Work item>
Check each line of the entries below for the string "Edgewood"; copy every line where it appears.

Supplied records>
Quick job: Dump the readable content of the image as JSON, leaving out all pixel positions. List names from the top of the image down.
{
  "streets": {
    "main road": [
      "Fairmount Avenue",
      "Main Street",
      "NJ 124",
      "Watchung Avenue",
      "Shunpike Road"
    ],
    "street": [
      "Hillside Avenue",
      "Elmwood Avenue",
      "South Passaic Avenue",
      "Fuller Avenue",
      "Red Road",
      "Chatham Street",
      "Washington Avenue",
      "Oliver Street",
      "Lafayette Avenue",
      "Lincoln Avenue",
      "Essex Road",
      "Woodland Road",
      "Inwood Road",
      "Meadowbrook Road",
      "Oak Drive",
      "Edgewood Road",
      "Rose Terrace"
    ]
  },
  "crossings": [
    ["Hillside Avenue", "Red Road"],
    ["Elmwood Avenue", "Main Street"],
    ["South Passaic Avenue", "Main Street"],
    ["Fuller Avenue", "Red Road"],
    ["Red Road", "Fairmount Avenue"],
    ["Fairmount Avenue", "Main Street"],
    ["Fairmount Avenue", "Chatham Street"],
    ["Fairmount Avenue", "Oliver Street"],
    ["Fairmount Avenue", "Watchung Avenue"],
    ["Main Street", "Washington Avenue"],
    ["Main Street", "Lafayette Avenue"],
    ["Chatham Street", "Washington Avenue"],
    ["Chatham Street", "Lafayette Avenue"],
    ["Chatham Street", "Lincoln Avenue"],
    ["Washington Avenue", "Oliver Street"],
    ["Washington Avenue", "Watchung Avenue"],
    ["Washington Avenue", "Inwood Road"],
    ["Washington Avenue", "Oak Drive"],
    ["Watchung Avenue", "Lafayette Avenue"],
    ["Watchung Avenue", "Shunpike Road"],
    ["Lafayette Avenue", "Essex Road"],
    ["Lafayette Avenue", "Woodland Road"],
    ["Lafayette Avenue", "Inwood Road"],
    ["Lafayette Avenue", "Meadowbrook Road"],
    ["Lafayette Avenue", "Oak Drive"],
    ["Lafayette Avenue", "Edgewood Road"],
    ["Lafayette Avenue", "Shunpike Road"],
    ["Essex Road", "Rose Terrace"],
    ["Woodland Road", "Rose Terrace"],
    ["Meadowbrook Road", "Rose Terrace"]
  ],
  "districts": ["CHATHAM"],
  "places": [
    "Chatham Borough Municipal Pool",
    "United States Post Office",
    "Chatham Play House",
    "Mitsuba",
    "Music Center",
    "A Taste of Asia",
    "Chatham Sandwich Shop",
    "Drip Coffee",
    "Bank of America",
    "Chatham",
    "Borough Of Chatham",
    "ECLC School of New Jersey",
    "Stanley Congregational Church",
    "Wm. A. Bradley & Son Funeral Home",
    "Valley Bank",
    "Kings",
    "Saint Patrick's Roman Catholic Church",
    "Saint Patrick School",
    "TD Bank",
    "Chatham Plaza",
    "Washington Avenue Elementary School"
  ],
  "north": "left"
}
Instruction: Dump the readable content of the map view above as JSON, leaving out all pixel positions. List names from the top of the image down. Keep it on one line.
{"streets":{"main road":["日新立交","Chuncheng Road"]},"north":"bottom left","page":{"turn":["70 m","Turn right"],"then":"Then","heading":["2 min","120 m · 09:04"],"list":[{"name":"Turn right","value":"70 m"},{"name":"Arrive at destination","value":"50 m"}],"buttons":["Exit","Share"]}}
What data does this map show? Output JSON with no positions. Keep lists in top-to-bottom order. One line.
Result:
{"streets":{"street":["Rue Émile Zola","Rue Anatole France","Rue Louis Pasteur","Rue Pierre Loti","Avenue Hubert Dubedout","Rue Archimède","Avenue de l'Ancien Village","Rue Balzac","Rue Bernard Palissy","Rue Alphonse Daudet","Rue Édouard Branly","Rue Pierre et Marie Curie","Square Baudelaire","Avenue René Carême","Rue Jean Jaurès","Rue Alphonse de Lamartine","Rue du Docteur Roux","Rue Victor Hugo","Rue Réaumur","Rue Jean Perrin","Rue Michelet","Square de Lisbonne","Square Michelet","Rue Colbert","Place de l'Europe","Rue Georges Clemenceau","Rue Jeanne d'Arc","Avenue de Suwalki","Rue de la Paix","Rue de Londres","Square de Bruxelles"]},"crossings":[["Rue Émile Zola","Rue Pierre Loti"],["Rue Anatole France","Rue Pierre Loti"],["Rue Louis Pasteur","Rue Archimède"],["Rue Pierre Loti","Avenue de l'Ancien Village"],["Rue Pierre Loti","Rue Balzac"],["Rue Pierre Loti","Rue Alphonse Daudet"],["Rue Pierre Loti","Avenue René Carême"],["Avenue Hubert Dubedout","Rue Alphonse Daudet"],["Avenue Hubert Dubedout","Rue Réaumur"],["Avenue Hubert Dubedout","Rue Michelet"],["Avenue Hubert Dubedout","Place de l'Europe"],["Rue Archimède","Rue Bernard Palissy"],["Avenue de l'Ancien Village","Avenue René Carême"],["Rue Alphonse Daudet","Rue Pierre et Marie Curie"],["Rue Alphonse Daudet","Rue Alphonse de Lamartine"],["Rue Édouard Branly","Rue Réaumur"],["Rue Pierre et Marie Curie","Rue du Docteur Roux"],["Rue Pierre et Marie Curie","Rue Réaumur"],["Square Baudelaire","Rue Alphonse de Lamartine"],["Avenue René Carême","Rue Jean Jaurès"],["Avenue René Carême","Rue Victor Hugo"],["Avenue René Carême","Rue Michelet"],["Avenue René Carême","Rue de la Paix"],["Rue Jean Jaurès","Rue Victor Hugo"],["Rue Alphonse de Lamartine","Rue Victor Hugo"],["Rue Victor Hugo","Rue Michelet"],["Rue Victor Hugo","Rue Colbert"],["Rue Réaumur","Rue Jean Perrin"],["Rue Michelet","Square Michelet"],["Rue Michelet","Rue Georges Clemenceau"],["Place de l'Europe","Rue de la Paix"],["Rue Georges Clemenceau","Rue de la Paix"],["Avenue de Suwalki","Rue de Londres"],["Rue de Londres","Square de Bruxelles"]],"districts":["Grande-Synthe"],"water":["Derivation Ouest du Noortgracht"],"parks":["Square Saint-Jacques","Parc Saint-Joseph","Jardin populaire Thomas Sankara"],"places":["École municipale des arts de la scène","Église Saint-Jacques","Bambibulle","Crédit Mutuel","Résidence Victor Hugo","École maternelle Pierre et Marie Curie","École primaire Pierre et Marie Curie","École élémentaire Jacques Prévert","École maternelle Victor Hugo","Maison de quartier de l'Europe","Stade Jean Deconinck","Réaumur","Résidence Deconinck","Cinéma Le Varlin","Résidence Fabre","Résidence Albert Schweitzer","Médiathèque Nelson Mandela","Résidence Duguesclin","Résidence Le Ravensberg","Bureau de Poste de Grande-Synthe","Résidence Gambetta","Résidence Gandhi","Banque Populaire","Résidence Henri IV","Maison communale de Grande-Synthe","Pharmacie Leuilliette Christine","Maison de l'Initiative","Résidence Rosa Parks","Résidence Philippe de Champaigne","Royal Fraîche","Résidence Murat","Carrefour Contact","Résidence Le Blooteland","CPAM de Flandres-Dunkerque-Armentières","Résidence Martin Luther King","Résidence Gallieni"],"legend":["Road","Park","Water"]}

Solution to this task>
      "Edgewood Road",
    ["Lafayette Avenue", "Edgewood Road"],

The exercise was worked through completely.